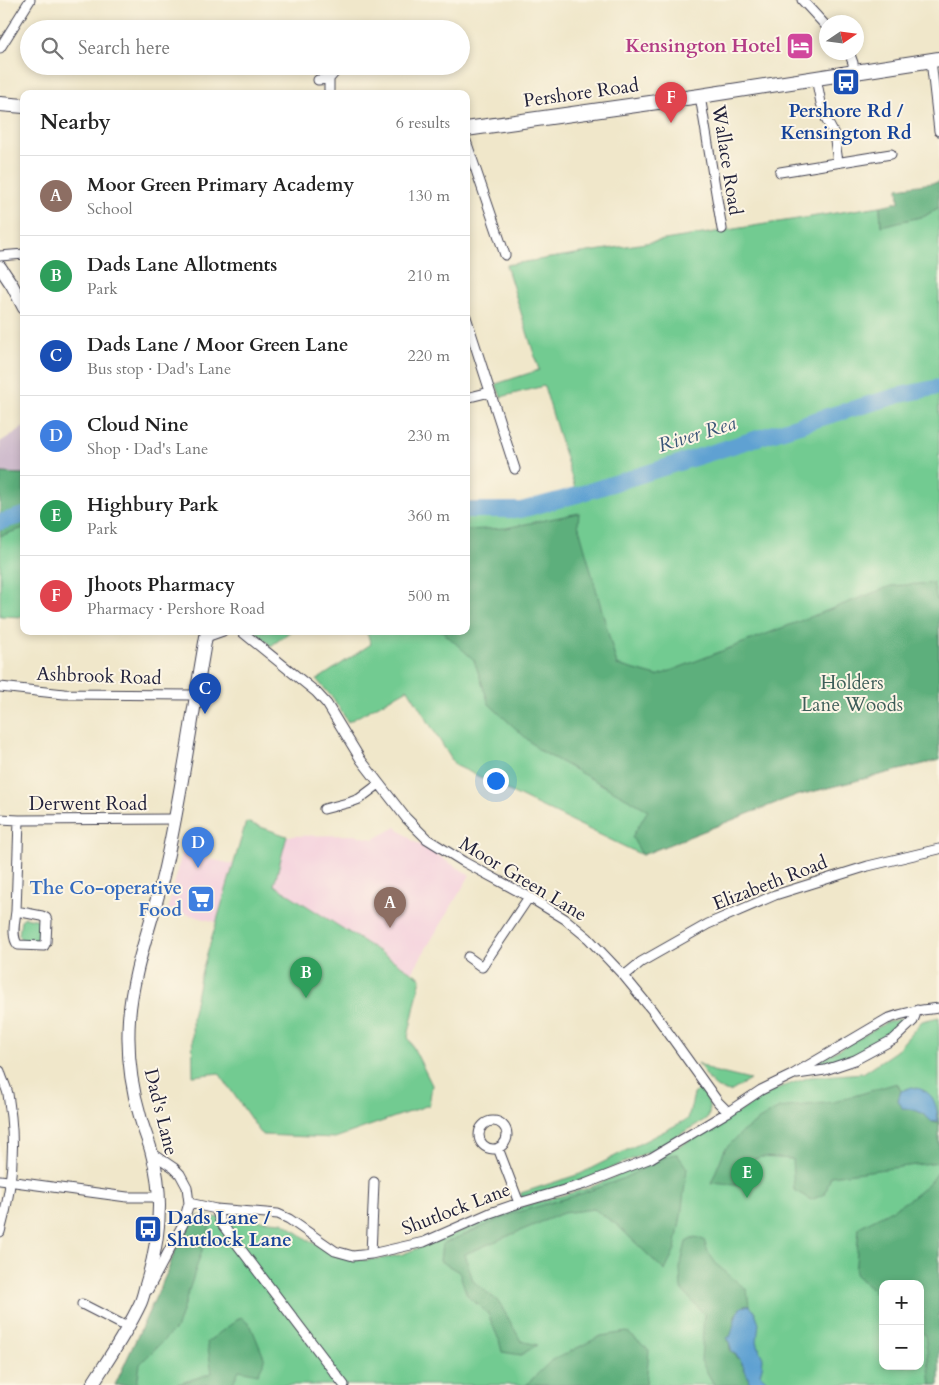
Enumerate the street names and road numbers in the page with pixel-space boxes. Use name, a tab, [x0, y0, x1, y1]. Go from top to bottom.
street label: Pershore Road	[522, 72, 640, 114]
street label: Wallace Road	[705, 102, 749, 217]
street label: Ashbrook Road	[36, 661, 162, 691]
street label: Derwent Road	[29, 791, 147, 817]
street label: Moor Green Lane	[454, 831, 592, 927]
street label: Elizabeth Road	[709, 849, 831, 917]
street label: Dad's Lane	[138, 1066, 184, 1158]
street label: Shutlock Lane	[398, 1176, 514, 1242]

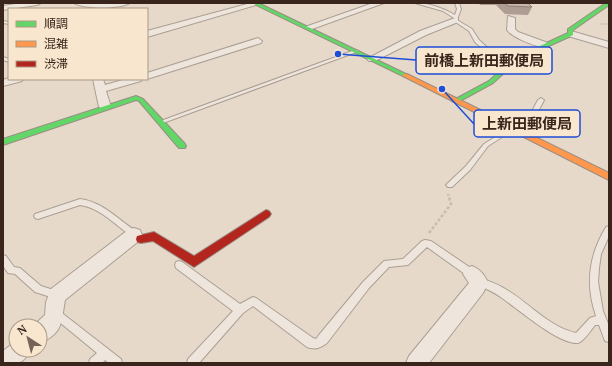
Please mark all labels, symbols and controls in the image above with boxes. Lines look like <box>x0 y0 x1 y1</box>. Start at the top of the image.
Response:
legend <box>8 8 148 80</box>
text: 順調 <box>44 16 68 31</box>
text: 混雑 <box>44 36 68 51</box>
callout: 前橋上新田郵便局 <box>416 47 552 74</box>
text: 前橋上新田郵便局 <box>424 50 544 70</box>
text: 渋滞 <box>44 56 68 71</box>
callout: 上新田郵便局 <box>474 110 580 137</box>
text: 上新田郵便局 <box>482 113 572 133</box>
north arrow <box>8 318 48 358</box>
text: N <box>15 321 30 338</box>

Assigned task: Return nothing but the lines running from the start of the data to the line with "Please mark all", please, both ends included and no pictures.

Response below:
Enumerate the street names and road numbers in the page with pixel-space boxes. Use name, a tab, [x0, y0, x1, y1]. Go from top to bottom.
street label: Pershore Road	[522, 72, 640, 114]
street label: Wallace Road	[705, 102, 749, 217]
street label: Ashbrook Road	[36, 661, 162, 691]
street label: Derwent Road	[29, 791, 147, 817]
street label: Moor Green Lane	[454, 831, 592, 927]
street label: Elizabeth Road	[709, 849, 831, 917]
street label: Dad's Lane	[138, 1066, 184, 1158]
street label: Shutlock Lane	[398, 1176, 514, 1242]

Please mark all labels, symbols and controls in the image above with boxes. Lines look like <box>x0 y0 x1 y1</box>. Start at the top of the image.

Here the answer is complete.